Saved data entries
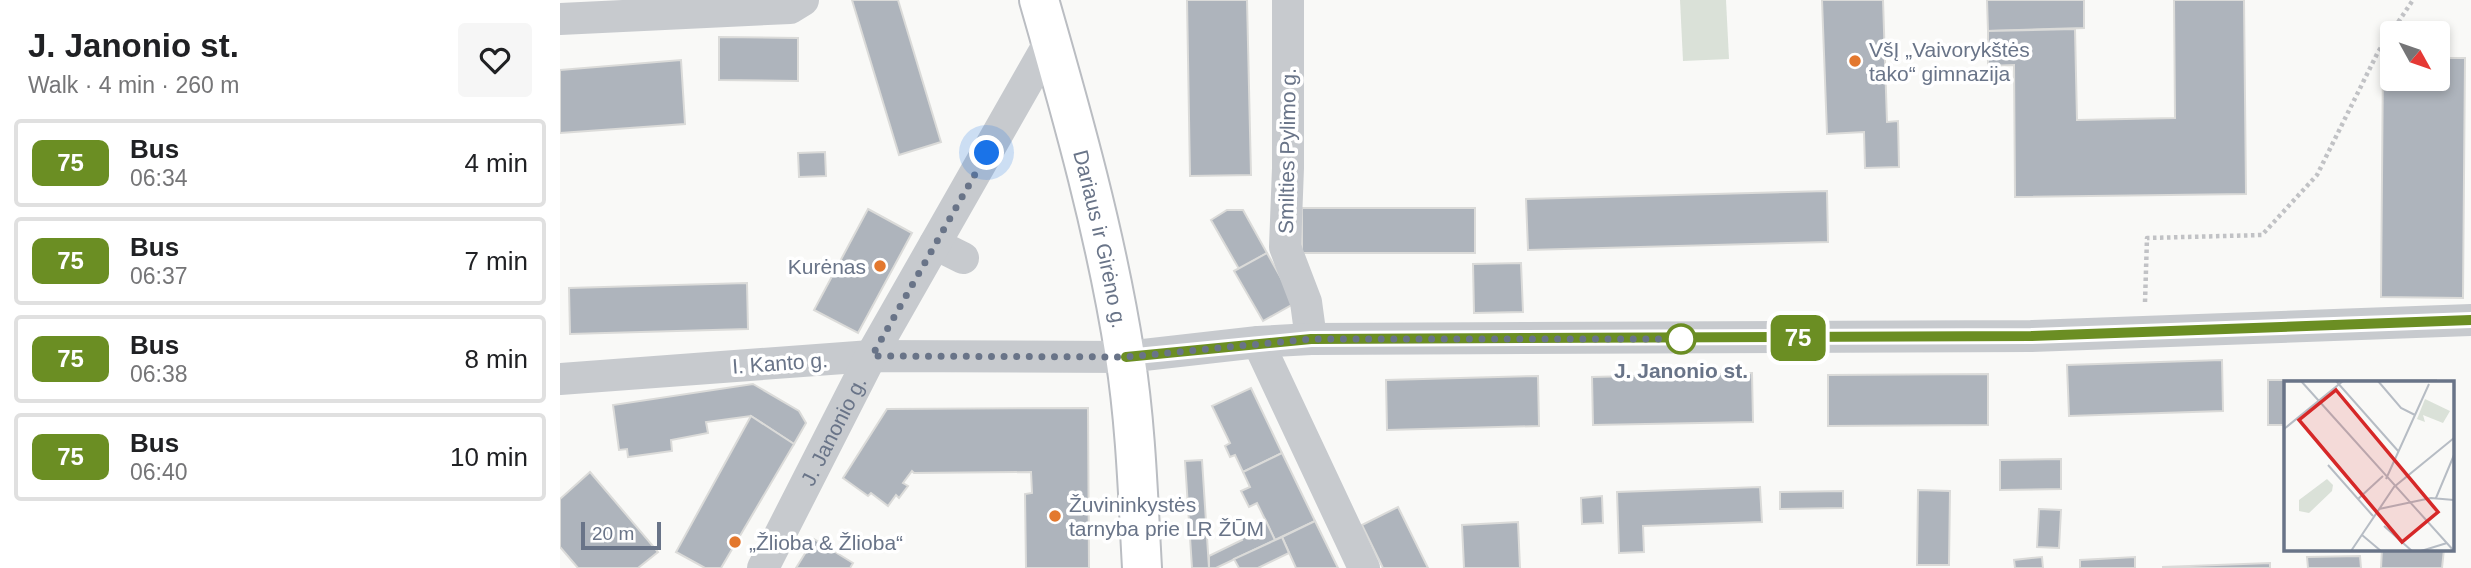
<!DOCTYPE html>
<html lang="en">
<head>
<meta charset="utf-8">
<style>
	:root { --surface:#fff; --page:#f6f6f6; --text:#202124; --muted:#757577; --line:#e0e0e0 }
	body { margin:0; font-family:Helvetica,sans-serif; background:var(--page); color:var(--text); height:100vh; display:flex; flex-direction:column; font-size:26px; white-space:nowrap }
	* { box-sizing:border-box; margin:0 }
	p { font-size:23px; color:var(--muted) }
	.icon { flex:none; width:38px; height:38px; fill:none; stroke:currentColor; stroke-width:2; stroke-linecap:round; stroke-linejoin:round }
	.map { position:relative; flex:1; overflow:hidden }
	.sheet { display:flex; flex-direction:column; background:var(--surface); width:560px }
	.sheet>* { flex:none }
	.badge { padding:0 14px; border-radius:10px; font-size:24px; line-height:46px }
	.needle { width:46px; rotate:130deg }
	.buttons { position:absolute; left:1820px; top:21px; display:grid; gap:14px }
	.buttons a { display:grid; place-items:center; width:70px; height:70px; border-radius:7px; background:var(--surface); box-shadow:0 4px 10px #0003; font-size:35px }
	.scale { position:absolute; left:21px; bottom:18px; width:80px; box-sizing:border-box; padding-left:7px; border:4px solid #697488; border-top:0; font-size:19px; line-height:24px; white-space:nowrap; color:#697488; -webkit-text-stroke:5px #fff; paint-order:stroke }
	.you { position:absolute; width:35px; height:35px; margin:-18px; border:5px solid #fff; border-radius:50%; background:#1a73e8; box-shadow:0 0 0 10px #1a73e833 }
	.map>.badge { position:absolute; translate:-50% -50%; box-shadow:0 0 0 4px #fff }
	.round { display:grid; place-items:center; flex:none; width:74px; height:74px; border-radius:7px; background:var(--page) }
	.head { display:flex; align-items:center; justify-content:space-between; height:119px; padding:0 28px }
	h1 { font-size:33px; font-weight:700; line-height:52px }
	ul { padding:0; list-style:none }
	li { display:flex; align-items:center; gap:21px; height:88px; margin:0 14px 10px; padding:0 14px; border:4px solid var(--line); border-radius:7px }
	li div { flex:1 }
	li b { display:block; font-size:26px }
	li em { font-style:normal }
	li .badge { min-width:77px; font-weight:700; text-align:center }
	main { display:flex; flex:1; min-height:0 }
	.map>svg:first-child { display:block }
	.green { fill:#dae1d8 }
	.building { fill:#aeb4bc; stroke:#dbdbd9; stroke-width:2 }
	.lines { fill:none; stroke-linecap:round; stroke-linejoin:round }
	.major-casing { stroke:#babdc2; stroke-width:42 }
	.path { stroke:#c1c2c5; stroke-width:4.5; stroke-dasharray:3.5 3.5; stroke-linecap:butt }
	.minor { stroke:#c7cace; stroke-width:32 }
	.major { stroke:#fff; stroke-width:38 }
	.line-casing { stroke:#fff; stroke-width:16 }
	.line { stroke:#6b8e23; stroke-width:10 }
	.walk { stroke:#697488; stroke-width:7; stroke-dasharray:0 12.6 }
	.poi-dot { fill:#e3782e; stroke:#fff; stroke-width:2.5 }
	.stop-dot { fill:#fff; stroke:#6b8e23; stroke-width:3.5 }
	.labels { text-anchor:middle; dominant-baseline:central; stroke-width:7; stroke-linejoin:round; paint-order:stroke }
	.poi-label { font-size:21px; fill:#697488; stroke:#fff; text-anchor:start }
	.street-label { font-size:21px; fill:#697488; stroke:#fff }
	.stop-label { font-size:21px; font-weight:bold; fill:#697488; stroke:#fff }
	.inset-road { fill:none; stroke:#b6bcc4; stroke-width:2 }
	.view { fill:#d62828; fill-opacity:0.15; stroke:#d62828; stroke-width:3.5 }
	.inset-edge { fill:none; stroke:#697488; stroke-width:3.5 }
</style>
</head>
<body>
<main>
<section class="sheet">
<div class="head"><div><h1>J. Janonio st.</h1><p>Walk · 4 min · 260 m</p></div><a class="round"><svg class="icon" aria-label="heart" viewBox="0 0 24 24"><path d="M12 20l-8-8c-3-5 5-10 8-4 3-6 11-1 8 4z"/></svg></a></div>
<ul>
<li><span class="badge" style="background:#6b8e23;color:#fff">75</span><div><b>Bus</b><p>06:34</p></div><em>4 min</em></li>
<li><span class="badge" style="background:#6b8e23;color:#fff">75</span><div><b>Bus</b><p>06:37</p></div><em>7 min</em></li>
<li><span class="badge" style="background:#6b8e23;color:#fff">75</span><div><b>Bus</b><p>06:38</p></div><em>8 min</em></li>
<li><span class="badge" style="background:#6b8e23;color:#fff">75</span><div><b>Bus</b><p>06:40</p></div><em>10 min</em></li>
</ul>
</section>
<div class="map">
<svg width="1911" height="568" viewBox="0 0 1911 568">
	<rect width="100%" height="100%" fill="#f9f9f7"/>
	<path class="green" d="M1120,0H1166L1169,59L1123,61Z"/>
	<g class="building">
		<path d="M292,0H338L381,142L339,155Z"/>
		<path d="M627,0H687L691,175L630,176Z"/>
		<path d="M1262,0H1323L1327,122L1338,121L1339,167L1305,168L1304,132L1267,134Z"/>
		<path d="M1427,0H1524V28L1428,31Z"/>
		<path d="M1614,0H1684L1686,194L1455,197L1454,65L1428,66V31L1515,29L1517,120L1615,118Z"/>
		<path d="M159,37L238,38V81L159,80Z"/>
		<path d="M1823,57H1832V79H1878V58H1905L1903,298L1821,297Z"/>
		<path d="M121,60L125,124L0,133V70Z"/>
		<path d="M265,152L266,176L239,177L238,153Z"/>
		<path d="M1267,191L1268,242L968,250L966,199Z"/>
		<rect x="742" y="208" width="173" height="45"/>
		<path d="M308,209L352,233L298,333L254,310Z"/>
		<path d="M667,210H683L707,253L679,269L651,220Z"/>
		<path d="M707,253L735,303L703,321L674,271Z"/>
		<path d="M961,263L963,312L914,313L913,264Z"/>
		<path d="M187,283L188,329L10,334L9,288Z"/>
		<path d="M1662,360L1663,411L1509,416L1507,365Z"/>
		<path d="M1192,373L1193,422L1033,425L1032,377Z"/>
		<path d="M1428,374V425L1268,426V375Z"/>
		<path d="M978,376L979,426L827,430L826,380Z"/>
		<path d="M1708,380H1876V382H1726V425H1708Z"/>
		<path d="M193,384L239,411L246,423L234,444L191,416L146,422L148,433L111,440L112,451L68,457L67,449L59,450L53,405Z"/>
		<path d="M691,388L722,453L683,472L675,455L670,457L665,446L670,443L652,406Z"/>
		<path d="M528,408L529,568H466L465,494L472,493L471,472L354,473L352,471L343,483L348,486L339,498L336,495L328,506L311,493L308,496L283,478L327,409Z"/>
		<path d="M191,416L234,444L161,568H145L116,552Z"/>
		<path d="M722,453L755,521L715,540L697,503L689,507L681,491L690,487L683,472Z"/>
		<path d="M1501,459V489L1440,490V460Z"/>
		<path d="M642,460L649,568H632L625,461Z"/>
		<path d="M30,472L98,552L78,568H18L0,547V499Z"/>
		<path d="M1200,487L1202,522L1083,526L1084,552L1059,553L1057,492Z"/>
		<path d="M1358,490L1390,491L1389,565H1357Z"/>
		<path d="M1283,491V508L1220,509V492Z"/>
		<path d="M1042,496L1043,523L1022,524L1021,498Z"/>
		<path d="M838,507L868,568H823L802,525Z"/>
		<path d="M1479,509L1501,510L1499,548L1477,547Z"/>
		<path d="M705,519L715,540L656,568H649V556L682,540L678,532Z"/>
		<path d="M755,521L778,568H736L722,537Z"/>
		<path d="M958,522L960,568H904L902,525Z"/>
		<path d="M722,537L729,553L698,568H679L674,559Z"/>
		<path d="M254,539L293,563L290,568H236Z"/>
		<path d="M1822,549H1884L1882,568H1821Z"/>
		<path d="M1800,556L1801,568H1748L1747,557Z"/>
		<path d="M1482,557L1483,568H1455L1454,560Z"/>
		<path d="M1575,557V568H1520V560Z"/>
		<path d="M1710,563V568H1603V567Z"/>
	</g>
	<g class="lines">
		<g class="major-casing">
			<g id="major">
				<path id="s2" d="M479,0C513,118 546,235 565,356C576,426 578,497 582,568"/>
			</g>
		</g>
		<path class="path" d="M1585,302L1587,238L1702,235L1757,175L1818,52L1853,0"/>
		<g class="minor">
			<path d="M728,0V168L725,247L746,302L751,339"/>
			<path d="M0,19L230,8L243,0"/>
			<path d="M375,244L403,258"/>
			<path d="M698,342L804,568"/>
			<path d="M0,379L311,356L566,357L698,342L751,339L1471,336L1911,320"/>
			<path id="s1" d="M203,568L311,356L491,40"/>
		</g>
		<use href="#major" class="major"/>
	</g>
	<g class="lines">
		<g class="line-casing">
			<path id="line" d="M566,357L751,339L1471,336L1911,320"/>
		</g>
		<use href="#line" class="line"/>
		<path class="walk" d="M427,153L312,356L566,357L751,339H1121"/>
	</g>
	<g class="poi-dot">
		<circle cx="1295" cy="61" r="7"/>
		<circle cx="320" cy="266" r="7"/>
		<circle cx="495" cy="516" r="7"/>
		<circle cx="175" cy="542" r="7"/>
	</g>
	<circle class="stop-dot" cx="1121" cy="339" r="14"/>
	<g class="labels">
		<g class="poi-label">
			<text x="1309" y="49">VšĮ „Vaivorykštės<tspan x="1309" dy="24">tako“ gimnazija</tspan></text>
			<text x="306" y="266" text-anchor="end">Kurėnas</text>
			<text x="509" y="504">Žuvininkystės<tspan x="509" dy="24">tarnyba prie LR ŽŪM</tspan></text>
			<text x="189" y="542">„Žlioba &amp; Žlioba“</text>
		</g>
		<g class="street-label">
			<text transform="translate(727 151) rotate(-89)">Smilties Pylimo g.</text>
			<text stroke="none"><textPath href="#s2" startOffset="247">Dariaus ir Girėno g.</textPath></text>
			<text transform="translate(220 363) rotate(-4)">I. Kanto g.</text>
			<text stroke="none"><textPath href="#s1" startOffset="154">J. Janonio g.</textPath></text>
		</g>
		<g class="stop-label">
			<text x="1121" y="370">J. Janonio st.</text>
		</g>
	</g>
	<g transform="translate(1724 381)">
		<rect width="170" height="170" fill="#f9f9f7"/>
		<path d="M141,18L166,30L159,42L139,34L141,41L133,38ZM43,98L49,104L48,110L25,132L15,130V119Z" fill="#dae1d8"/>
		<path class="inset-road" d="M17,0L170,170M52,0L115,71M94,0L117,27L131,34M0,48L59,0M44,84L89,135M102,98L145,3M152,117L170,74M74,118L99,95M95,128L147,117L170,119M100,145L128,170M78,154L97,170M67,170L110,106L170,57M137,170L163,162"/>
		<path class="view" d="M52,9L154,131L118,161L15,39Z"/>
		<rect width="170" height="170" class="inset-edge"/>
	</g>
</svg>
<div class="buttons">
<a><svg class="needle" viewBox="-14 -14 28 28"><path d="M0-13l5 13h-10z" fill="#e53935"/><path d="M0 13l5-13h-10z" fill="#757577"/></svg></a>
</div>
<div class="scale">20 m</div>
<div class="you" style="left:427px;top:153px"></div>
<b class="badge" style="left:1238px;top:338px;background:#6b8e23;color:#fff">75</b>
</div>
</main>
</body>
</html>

Exercise:
Every line above with the string "body" in it needs to be copied.

Your solution:
	body { margin:0; font-family:Helvetica,sans-serif; background:var(--page); color:var(--text); height:100vh; display:flex; flex-direction:column; font-size:26px; white-space:nowrap }
<body>
</body>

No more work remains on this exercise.